╭─ Provided material

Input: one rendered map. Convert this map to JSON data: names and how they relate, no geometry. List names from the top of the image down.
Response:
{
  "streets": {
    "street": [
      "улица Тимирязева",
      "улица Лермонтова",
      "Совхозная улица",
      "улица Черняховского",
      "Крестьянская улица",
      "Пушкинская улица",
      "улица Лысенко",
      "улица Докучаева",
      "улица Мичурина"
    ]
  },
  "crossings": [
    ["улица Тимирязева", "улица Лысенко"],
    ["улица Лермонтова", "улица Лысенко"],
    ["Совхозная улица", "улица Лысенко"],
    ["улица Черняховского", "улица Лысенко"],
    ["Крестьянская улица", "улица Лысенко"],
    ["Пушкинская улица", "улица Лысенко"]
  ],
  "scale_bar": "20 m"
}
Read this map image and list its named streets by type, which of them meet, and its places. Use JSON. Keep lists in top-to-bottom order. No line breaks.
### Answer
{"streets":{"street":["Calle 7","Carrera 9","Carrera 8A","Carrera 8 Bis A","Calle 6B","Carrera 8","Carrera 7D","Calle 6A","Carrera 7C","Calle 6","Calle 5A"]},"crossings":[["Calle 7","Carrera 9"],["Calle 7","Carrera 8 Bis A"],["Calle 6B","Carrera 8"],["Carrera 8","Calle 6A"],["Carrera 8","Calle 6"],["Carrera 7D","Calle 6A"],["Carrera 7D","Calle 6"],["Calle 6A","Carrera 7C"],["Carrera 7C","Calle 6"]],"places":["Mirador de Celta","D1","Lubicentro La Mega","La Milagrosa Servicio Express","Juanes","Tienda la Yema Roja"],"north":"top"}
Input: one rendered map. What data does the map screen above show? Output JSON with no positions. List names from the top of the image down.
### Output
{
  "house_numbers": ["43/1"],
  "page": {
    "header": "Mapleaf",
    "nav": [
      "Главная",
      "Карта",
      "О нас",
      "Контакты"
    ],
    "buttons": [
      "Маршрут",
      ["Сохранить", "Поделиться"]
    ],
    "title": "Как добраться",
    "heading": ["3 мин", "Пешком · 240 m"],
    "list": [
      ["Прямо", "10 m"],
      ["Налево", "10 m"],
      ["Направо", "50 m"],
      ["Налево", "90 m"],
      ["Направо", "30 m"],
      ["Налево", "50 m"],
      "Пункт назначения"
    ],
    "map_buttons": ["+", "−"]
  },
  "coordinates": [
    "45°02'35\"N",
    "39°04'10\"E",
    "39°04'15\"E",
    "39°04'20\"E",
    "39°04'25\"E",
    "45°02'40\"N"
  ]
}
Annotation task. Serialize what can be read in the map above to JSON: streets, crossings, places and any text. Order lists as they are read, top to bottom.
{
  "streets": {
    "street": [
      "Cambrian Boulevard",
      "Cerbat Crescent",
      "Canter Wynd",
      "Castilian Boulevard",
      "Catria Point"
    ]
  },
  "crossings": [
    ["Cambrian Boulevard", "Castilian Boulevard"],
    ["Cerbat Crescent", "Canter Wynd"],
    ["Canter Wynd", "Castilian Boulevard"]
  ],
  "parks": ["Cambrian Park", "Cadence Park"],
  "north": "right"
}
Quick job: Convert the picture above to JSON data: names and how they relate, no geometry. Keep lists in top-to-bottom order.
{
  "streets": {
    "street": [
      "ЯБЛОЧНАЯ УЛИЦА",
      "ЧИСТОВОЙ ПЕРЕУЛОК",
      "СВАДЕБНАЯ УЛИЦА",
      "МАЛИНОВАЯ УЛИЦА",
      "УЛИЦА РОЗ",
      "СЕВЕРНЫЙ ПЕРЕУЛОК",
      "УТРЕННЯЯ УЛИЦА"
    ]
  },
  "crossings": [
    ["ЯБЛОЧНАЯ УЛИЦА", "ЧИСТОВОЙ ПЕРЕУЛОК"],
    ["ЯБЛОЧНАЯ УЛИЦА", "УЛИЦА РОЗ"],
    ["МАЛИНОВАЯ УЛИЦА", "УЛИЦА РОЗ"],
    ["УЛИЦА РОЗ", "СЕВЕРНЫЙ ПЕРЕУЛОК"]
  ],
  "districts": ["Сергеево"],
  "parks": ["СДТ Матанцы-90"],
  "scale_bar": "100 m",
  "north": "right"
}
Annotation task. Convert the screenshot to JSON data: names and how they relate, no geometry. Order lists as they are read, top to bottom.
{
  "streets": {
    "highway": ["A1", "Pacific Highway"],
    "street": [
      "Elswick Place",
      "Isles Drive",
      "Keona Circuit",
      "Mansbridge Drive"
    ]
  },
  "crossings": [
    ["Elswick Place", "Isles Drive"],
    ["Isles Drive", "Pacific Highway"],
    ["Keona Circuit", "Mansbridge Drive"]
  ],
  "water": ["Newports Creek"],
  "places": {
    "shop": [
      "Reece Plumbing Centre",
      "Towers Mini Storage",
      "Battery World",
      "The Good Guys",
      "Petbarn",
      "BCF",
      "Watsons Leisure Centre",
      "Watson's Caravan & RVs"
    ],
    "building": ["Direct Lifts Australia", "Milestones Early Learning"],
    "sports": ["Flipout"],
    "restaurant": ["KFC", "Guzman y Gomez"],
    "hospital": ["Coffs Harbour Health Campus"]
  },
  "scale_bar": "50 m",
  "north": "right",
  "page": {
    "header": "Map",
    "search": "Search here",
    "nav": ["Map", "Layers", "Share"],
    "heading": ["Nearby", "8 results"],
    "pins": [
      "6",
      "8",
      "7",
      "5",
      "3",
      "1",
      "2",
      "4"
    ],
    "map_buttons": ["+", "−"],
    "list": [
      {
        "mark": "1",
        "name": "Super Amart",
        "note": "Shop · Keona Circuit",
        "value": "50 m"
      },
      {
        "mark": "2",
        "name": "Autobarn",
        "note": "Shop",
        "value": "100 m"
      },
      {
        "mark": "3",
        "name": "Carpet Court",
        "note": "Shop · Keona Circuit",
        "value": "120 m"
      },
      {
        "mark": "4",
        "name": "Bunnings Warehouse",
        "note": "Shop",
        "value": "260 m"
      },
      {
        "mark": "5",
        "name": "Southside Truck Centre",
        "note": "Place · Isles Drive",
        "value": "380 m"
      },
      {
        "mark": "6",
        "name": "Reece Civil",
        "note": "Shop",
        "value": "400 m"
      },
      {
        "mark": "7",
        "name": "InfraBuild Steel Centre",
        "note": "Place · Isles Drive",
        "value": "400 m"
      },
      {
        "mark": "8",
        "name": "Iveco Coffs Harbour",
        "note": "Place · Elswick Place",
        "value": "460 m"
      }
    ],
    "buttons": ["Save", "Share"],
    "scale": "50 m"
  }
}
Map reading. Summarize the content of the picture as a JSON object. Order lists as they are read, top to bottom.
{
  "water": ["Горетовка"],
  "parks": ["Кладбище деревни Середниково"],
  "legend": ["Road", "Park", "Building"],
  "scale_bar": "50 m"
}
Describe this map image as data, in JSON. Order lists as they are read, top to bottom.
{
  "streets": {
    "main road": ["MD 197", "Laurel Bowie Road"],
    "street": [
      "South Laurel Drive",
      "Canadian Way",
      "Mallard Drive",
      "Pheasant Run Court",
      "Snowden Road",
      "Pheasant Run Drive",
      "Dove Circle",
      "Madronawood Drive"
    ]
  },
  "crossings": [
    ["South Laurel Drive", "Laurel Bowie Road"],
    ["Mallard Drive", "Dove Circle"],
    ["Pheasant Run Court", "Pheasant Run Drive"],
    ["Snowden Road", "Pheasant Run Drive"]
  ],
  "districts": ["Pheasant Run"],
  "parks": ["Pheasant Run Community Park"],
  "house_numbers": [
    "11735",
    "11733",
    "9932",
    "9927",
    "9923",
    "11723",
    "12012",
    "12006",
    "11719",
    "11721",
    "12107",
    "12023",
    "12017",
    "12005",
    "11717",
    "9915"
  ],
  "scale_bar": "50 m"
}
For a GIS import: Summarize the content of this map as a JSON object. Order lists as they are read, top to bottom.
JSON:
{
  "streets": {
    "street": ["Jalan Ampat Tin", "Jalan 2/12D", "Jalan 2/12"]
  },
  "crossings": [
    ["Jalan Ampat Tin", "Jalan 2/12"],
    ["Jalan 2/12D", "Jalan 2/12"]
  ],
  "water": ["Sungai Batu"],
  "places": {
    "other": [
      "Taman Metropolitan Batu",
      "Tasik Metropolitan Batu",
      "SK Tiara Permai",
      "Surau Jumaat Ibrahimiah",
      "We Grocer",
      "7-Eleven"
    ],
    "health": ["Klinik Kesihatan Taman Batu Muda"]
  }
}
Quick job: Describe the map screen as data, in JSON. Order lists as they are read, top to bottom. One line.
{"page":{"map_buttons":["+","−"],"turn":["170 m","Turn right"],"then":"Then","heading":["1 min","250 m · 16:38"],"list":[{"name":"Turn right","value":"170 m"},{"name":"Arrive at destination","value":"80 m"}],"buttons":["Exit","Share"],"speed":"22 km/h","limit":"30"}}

╰─

> **What is being asked**:
Go through the listing above and return each line where the word "Input" occurs.

> **Result of the task**:
Input: one rendered map. Convert this map to JSON data: names and how they relate, no geometry. List names from the top of the image down.
Input: one rendered map. What data does the map screen above show? Output JSON with no positions. List names from the top of the image down.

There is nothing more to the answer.